October 1, 2020
A few decades ago, in the time before the Internet, multiplayer gaming was largely done in arcades. People would gather and play against friends and strangers side by side, one quarter at a time. And while there was certainly a competitive element, many a friendship was born over a game of Cybertron or Karate Champ.
These days, arcades aren’t as omnipresent as they used to be. Players generally congregate in living rooms with friends or meet people online. But that doesn’t mean the days of arcade socialization are gone – not at all.
Just ask Ling Ling Lao. For years, she has been expanding her social circle through a game called Killer Queen, a 10-player real-time strategy arcade video game.
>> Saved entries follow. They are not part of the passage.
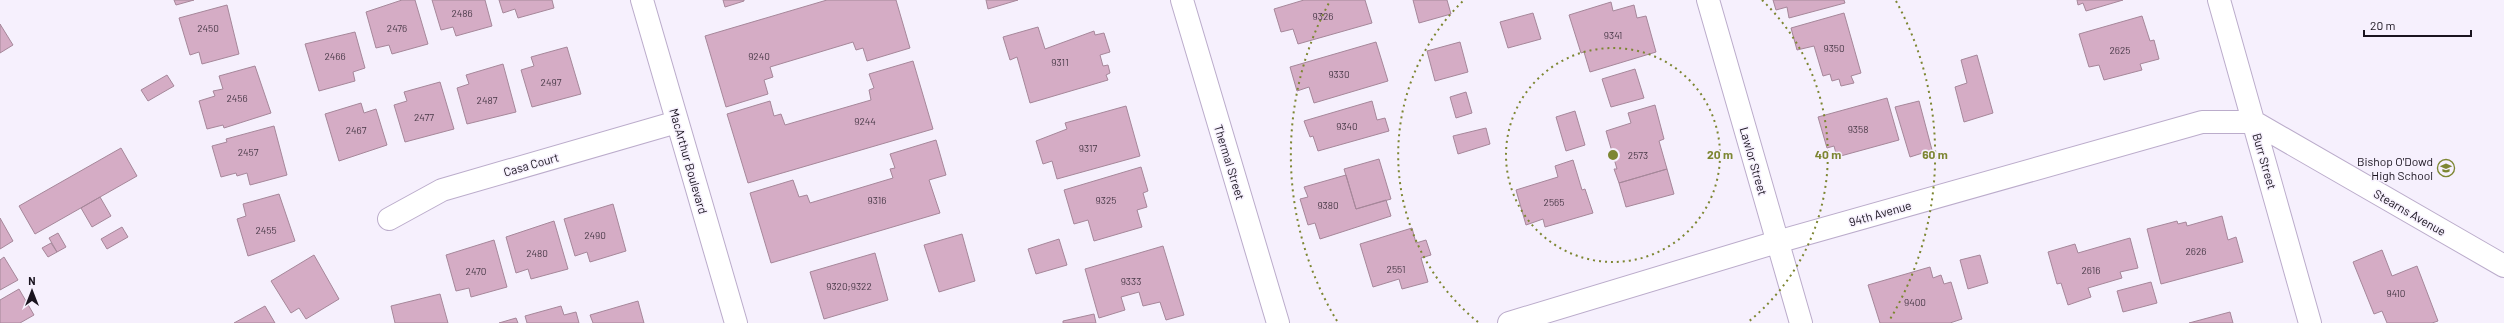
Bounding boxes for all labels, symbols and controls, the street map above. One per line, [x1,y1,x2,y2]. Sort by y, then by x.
house number: 2486 [451,7,473,19]
house number: 9326 [1313,10,1333,22]
scale bar [2364,12,2471,38]
text: 20 m [2370,18,2396,32]
house number: 2450 [197,22,219,34]
house number: 2476 [387,22,407,34]
house number: 9341 [1604,29,1622,41]
house number: 9350 [1823,42,1845,54]
house number: 2625 [2109,44,2131,56]
house number: 2466 [324,50,346,62]
house number: 9240 [748,50,770,62]
house number: 9311 [1051,56,1069,68]
house number: 9330 [1328,68,1350,80]
house number: 2497 [541,76,562,88]
house number: 2456 [226,92,248,104]
house number: 2487 [477,94,498,106]
street label: MacArthur Boulevard [667,107,711,215]
house number: 2477 [414,111,434,123]
house number: 9244 [854,115,876,127]
house number: 9340 [1336,120,1358,132]
street label: Thermal Street [1212,123,1248,201]
house number: 9358 [1848,123,1868,135]
house number: 2467 [346,124,367,136]
street label: Lawlor Street [1738,125,1770,197]
street label: Burr Street [2250,131,2280,191]
house number: 9317 [1079,142,1098,154]
house number: 2457 [238,146,259,158]
text: 20 m [1707,147,1733,161]
text: 40 m [1815,147,1841,161]
text: 60 m [1922,147,1948,161]
centre of rings [1606,148,1620,162]
street label: Casa Court [502,149,560,179]
house number: 2573 [1628,149,1648,161]
place label: Bishop O'Dowd High School [2357,154,2433,182]
school or university icon: Bishop O'Dowd High School [2436,158,2456,178]
street label: Stearns Avenue [2372,186,2448,238]
house number: 9316 [868,194,886,206]
house number: 9325 [1096,194,1116,206]
house number: 2565 [1544,196,1564,208]
street label: 94th Avenue [1847,197,1913,229]
house number: 9380 [1317,199,1339,211]
house number: 2455 [255,224,277,236]
house number: 2490 [584,229,606,241]
house number: 2626 [2185,245,2207,257]
house number: 2480 [526,247,548,259]
house number: 2551 [1387,263,1405,275]
house number: 2616 [2082,264,2100,276]
house number: 2470 [466,265,486,277]
north arrow [12,271,52,311]
text: N [28,274,36,287]
house number: 9333 [1121,275,1141,287]
house number: 9320;9322 [826,280,872,292]
house number: 9410 [2387,287,2405,299]
house number: 9400 [1904,296,1926,308]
While a home version was released for the Nintendo Switch in 2019, Killer Queen was designed with the arcade in mind. And it has gathered loyal player bases in in arcades and arcade bars through dozens of cities around the country.
“Since you generally only play in the arcade, it’s a very quick way to make friends and connections,” says Lao. “I met my boyfriend through Killer Queen. I’ve met a lot of my friends through this game.”
While the gameplay is the lure, a big part of Killer Queen’s appeal is the in-person social aspect. The further along you get in life, the harder it can be to meet new people. But just like in the 80s, arcade games are a low-pressure way to do so.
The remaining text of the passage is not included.